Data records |

------------

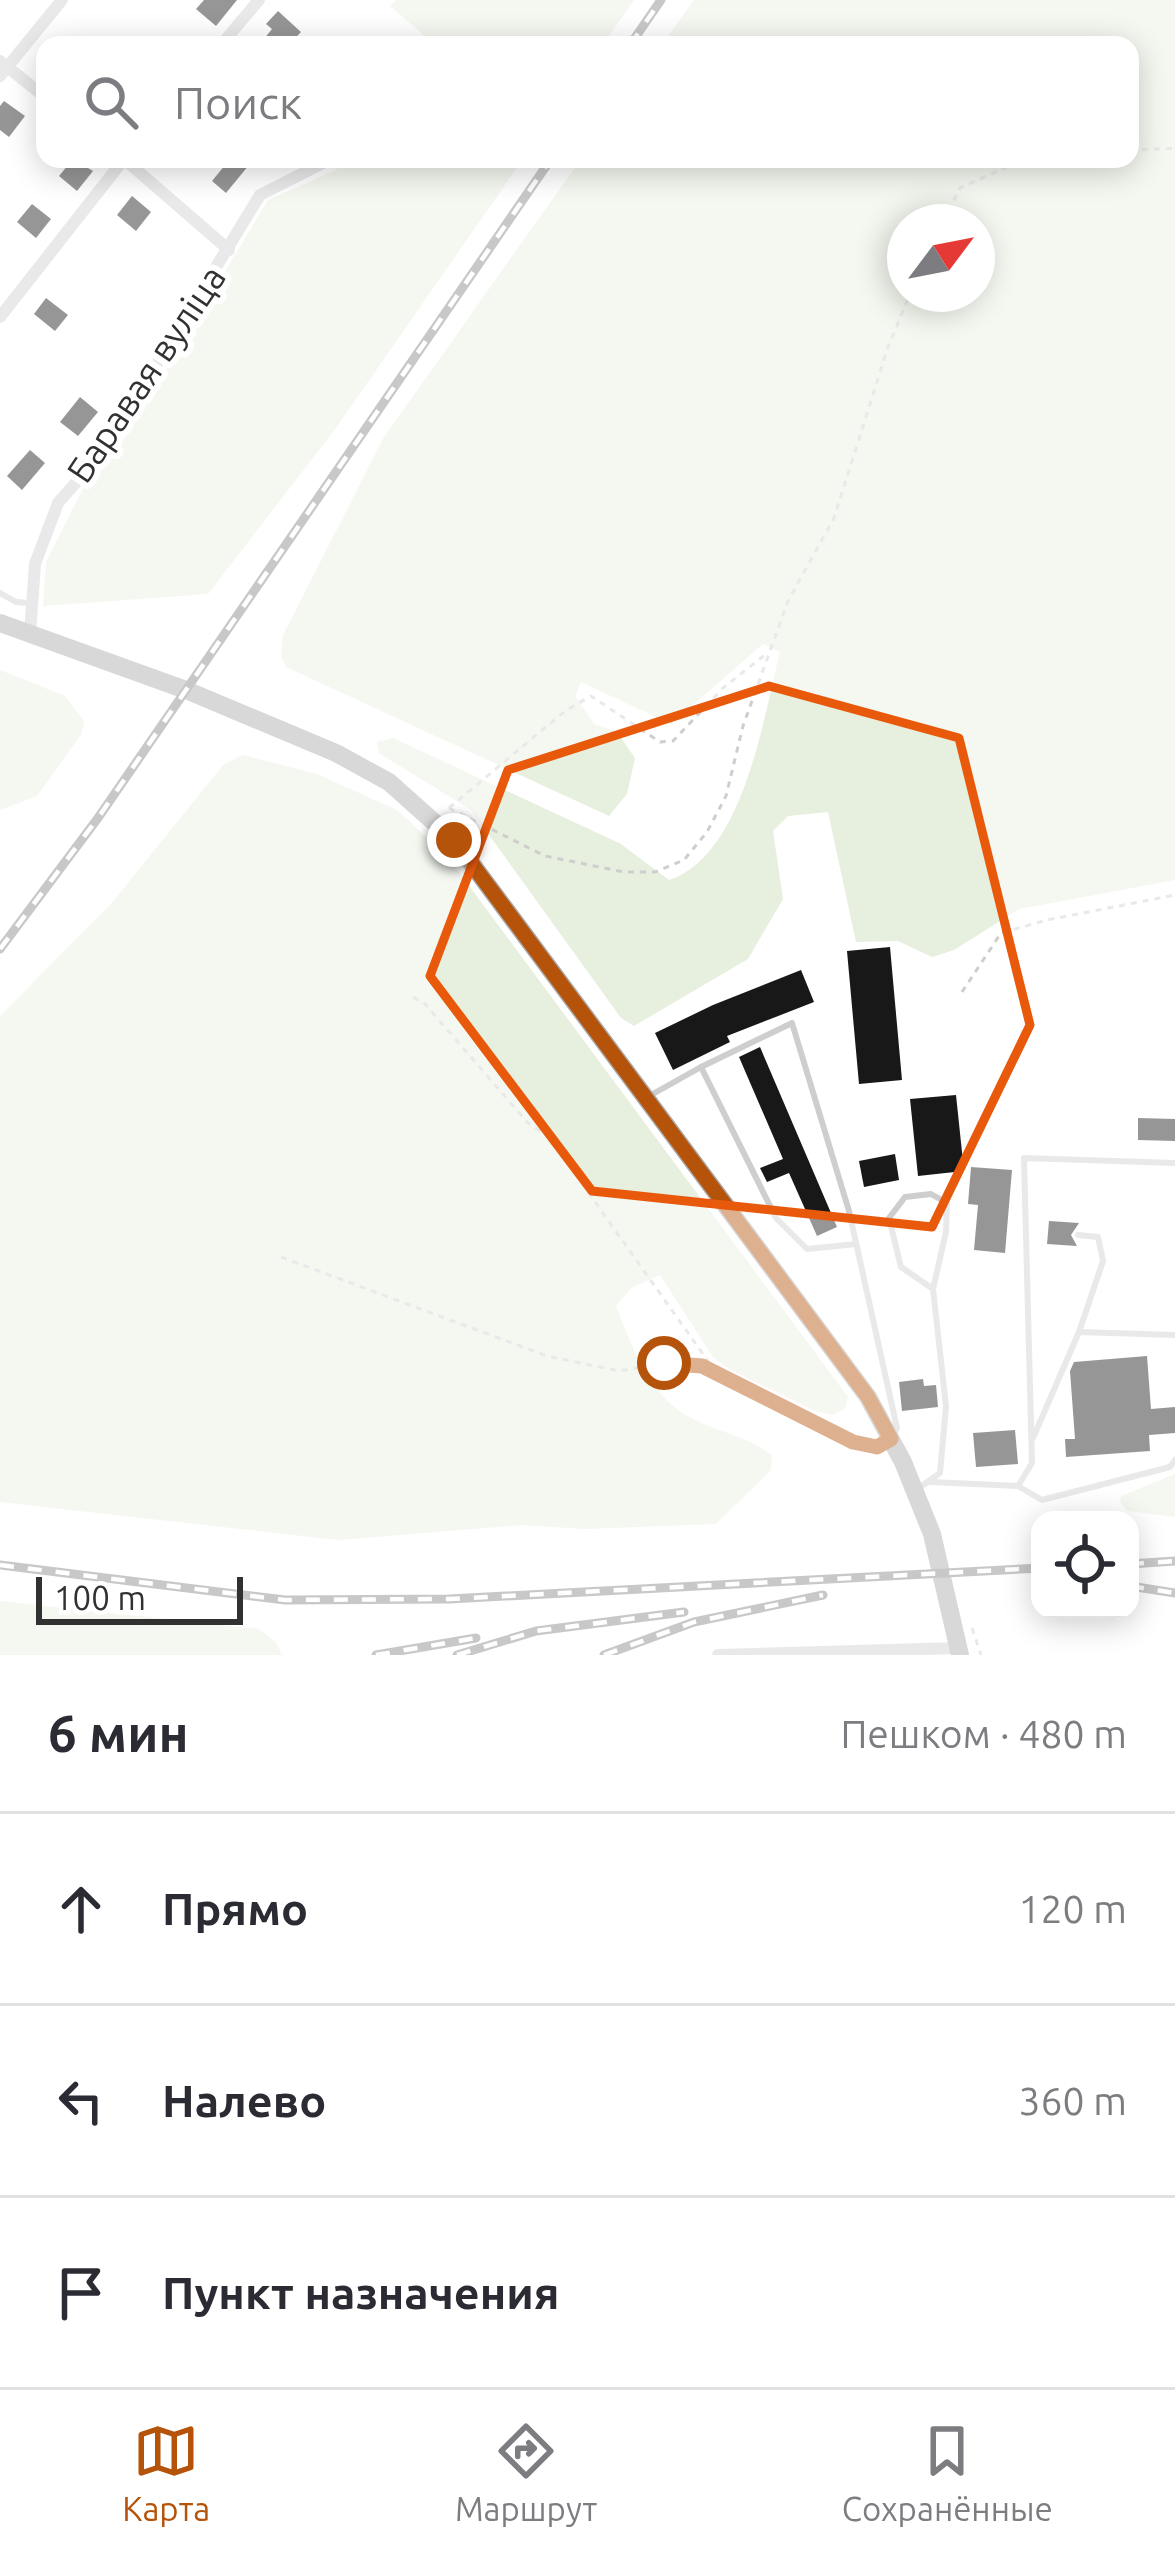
<!DOCTYPE html>
<html lang="ru">
<meta charset="utf-8">
<style>
body{margin:0;font-family:Ubuntu,sans-serif;background:#f2f2f3;color:#2b2b33}
.controls{position:absolute;right:36px;bottom:36px;display:grid;overflow:hidden;border-radius:24px;box-shadow:0 6px 30px #0003}
.controls button{width:108px;height:108px;display:grid;place-items:center;padding:0;border:0;border-bottom:3px solid #e1e1e2;background:#fff;color:#2b2b33;font:60px sans-serif}
.compass{position:absolute;left:887px;top:204px;width:108px;height:108px;border-radius:50%;background:#fff;box-shadow:0 6px 30px #0003;rotate:58deg}
.scale{position:absolute;left:36px;bottom:30px;width:207px;box-sizing:border-box;padding-left:12px;border:6px solid #313131;border-top:0;font-size:33px;line-height:42px;white-space:nowrap;color:#313131;-webkit-text-stroke:9px #fff;paint-order:stroke}
.stop{position:absolute;width:36px;height:36px;margin:-27px;border:9px solid #b45309;border-radius:50%;background:#fff}
.stop.end{background:#b45309;border-color:#fff;box-shadow:0 3px 12px #0008}
.list{margin:0;padding:0;list-style:none}
h2{display:flex;justify-content:space-between;align-items:center;height:156px;margin:0;padding:0 48px;font-size:51px}
h2 small{font-size:39px;font-weight:400;color:#7c7c81}
.list li{display:grid;grid-template-columns:78px 1fr auto;gap:36px;align-items:center;box-sizing:border-box;height:192px;padding:0 48px;border-top:3px solid #e1e1e2}
.list b{display:block;font-size:45px;white-space:nowrap}
.list em{font-size:39px;font-style:normal;color:#7c7c81}
.icon{flex:none;width:66px;height:66px;fill:none;stroke:currentColor;stroke-width:2;stroke-linecap:round;stroke-linejoin:round}
.map{position:relative;flex:none;width:1175px;height:1655px;overflow:hidden}
.search{position:absolute;background:#fff;box-shadow:0 6px 30px #0003;left:36px;right:36px;top:36px;height:132px;display:flex;align-items:center;gap:30px;box-sizing:border-box;padding:0 42px;border-radius:24px;color:#7c7c81;font-size:45px}
.sheet{height:732px;background:#fff}
nav{display:flex;justify-content:space-around;align-items:center;box-sizing:border-box;height:168px;border-top:3px solid #e1e1e2;background:#fff;font-size:33px;color:#7c7c81}
nav a{display:grid;justify-items:center;gap:6px}
nav .on{color:#b45309}
.map>svg:first-child{display:block}
.green{fill:#e7efde;fill-rule:evenodd}
.building{fill:#181818}
.lines{fill:none;stroke-linecap:round;stroke-linejoin:round}
.path{stroke:#cecece;stroke-width:3;stroke-dasharray:6 6;stroke-linecap:butt}
.service{stroke:#cecece;stroke-width:6}
.minor{stroke:#cecece;stroke-width:12}
.primary{stroke:#a9a9a9;stroke-width:18}
.rail-casing{stroke:#868686;stroke-width:9}
.rail{stroke:#fff;stroke-width:4.5;stroke-dasharray:14;stroke-linecap:butt}
.route{stroke:#b45309;stroke-width:15}
.marked{fill:none;stroke:#e8590c;stroke-width:9;stroke-linejoin:round}
.labels{text-anchor:middle;stroke-width:12;stroke-linejoin:round;paint-order:stroke}
.street-label{font-size:36px;fill:#313131;stroke:#fff}
</style>
<div class="map">
<svg width="1175" height="1655" viewBox="0 0 1175 1655">
<rect width="100%" height="100%" fill="#fff"/>
<g class="green">
<polygon points="396,0 634,0 603,45 435,45 390,6"/>
<path d="M694 0H1175V880L1019 909 954 950 932 957 898 941 856 942 828 812 788 816 773 831 783 899 748 959 634 1026 621 1018 471 810 379 753 377 742 393 738 621 844 669 880C743 856 763 720 780 652L763 644 671 724 581 682 575 696 594 724 617 732 635 758 627 794 609 816 286 667 281 656 283 635 384 437 581 159H1130V45H662ZM905 222H977V294H905Z"/>
<polygon points="345,159 523,159 336,428 208,594 43,606 46,562 83,489 127,435 268,200 336,170"/>
<polygon points="0,670 65,696 84,721 82,733 37,796 0,810"/>
<path d="M243 755 317 774 397 810 447 856 848 1397 845 1409 832 1415 815 1411 729 1369 713 1357 660 1275 631 1288 616 1306C633 1349 650 1399 695 1420 724 1434 744 1435 772 1455L771 1470 716 1524 585 1529 522 1525 338 1540 0 1502V1016L111 904 224 764Z"/>
<polygon points="1175,1474 1175,1517 1128,1511 1120,1502 1121,1496"/>
<polygon points="0,1601 259,1629 276,1642 282,1655 0,1655"/>
</g>
<g class="building">
<polygon points="204,0 237,0 216,26 196,9"/>
<polygon points="278,11 301,32 289,45 259,45 272,29 266,24"/>
<polygon points="4,101 25,116 9,137 0,130 0,106"/>
<polygon points="73,159 93,171 77,191 59,176"/>
<polygon points="230,159 242,159 249,165 226,193 212,181"/>
<polygon points="132,196 151,212 136,231 117,215"/>
<polygon points="32,204 51,219 36,238 17,222"/>
<polygon points="46,298 68,315 55,331 34,314"/>
<polygon points="80,397 98,412 78,436 60,422"/>
<polygon points="30,450 45,463 22,490 7,476"/>
<polygon points="890,947 902,1080 859,1084 847,951"/>
<polygon points="801,970 814,1002 727,1036 730,1042 673,1070 655,1033 713,1005"/>
<polygon points="760,1047 837,1227 817,1236 789,1173 767,1182 760,1168 783,1159 739,1057"/>
<polygon points="956,1095 964,1171 918,1176 910,1099"/>
<polygon points="1138,1118 1175,1119 1175,1141 1138,1140"/>
<polygon points="895,1154 899,1180 864,1187 859,1161"/>
<polygon points="971,1167 1012,1170 1005,1253 974,1250 978,1205 968,1204"/>
<polygon points="1049,1221 1079,1223 1071,1235 1077,1246 1047,1244"/>
<polygon points="1147,1356 1151,1409 1175,1407 1175,1433 1149,1435 1150,1451 1066,1457 1065,1439 1075,1439 1070,1371 1074,1362"/>
<polygon points="923,1379 924,1386 936,1385 938,1407 902,1411 899,1382"/>
<polygon points="1015,1430 1018,1464 976,1467 973,1433"/>
</g>
<g class="lines">
<g class="path">
<polyline points="1130,150 1175,148"/>
<polyline points="943,222 960,188 1025,159"/>
<polyline points="449,808 545,856 624,872 655,872 684,860 707,832 726,796 743,726 788,601 834,518 888,347 910,294"/>
<polyline points="449,808 565,711 591,696 660,742 673,741 723,688 766,654"/>
<polyline points="962,992 1001,933 1047,920 1175,895"/>
<polyline points="413,997 425,1004 528,1123 549,1137 715,1371"/>
<polyline points="281,1257 547,1356 619,1371 664,1363 702,1366 853,1442 876,1447"/>
<polyline points="972,1628 981,1655"/>
</g>
<g class="service">
<polyline points="0,593 16,602 29,603"/>
<polyline points="651,1095 701,1067"/>
<polyline points="1078,1235 1098,1237 1103,1261 1079,1332"/>
<polyline points="856,1244 807,1249 776,1218 701,1067 792,1023 849,1211 897,1428 893,1436"/>
<polyline points="1033,1438 1079,1332 1175,1335"/>
<polyline points="931,1482 1018,1486 1032,1463 1024,1158 1175,1163"/>
<polyline points="1018,1486 1042,1500 1170,1467 1175,1460"/>
<polyline points="919,1488 940,1473 946,1406 933,1289 946,1232 947,1203 931,1194 905,1197 889,1218 901,1267 933,1289"/>
</g>
<g class="minor">
<polyline points="221,45 259,0"/>
<polyline points="0,61 45,97"/>
<polyline points="0,76 62,0"/>
<polyline points="0,317 124,159 229,250"/>
<polyline points="30,634 35,564 58,503 105,449 260,195 331,159"/>
<polyline points="718,1655 958,1648"/>
</g>
<polyline class="primary" points="0,623 186,690 336,753 389,782 454,840 868,1397 903,1462 932,1534 960,1655"/>
<defs>
<g id="rail">
<polyline points="630,45 661,0"/>
<polyline points="0,949 98,818 551,159"/>
<polyline points="1130,1564 1175,1561"/>
<polyline points="0,1565 285,1600 449,1599 1040,1568"/>
<polyline points="1130,1586 1175,1593"/>
<polyline points="376,1655 476,1638"/>
<polyline points="457,1655 536,1631 684,1612"/>
<polyline points="604,1655 694,1622 823,1595"/>
</g>
</defs>
<use href="#rail" class="rail-casing"/>
<use href="#rail" class="rail"/>
</g>
<g class="lines">
<polyline class="route" points="454,840 868,1397 891,1439 877,1447 853,1442 702,1366 664,1363"/>
</g>
<path d="M0 0H1175V1655H0ZM769 686 959 738 1030 1025 932 1227 592 1191 430 976 508 770Z" fill="#fff" fill-opacity=".55" fill-rule="evenodd"/>
<path class="marked" d="M769 686 959 738 1030 1025 932 1227 592 1191 430 976 508 770Z"/>
<g class="labels">
<g class="street-label">
<text transform="translate(146 374) rotate(-56)" y="13">Баравая вуліца</text>
</g>
</g>
</svg>
<div class="controls">
<button><svg class="icon" aria-label="locate" viewBox="0 0 24 24"><circle cx="12" cy="12" r="6"/><path d="M12 2v4M12 18v4M2 12h4M18 12h4"/></svg></button>
</div>
<svg class="compass" viewBox="-18 -18 36 36"><path d="M0-13l5 13h-10z" fill="#e53935"/><path d="M0 13l5-13h-10z" fill="#7c7c81"/></svg>
<div class="scale">100 m</div>
<div class="stop" style="left:664px;top:1363px"></div>
<div class="stop end" style="left:454px;top:840px"></div>
<div class="search"><svg class="icon" aria-label="search" viewBox="0 0 24 24"><circle cx="10" cy="10" r="6"/><path d="M15 15l6 6"/></svg>Поиск</div>
</div>
<section class="sheet">
<h2>6 мин<small>Пешком · 480 m</small></h2>
<ul class="list">
<li><svg class="icon" aria-label="ahead" viewBox="0 0 24 24"><path d="M12 20V5M6 11l6-6 6 6"/></svg><div><b>Прямо</b></div><em>120 m</em></li>
<li><svg class="icon" aria-label="left" viewBox="0 0 24 24"><path d="M17 20v-9H6M10 6l-5 5 5 5"/></svg><div><b>Налево</b></div><em>360 m</em></li>
<li><svg class="icon" aria-label="arrive" viewBox="0 0 24 24"><path d="M6 21V4h12l-3 4 3 4H6"/></svg><div><b>Пункт назначения</b></div></li>
</ul>
</section>
<nav>
<a class="on"><svg class="icon" aria-label="map" viewBox="0 0 24 24"><path d="M3 6l6-2 6 2 6-2v14l-6 2-6-2-6 2zM9 4v14M15 6v14"/></svg>Карта</a>
<a><svg class="icon" aria-label="directions" viewBox="0 0 24 24"><path d="M12 3l9 9-9 9-9-9zM9 14v-3h6M13 9l2 2-2 2"/></svg>Маршрут</a>
<a><svg class="icon" aria-label="saved" viewBox="0 0 24 24"><path d="M7 4h10v16l-5-4-5 4z"/></svg>Сохранённые</a>
</nav>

------------

Read the data above. Pull out each line in which the string "serif" appears.

Solved problem |
body{margin:0;font-family:Ubuntu,sans-serif;background:#f2f2f3;color:#2b2b33}
.controls button{width:108px;height:108px;display:grid;place-items:center;padding:0;border:0;border-bottom:3px solid #e1e1e2;background:#fff;color:#2b2b33;font:60px sans-serif}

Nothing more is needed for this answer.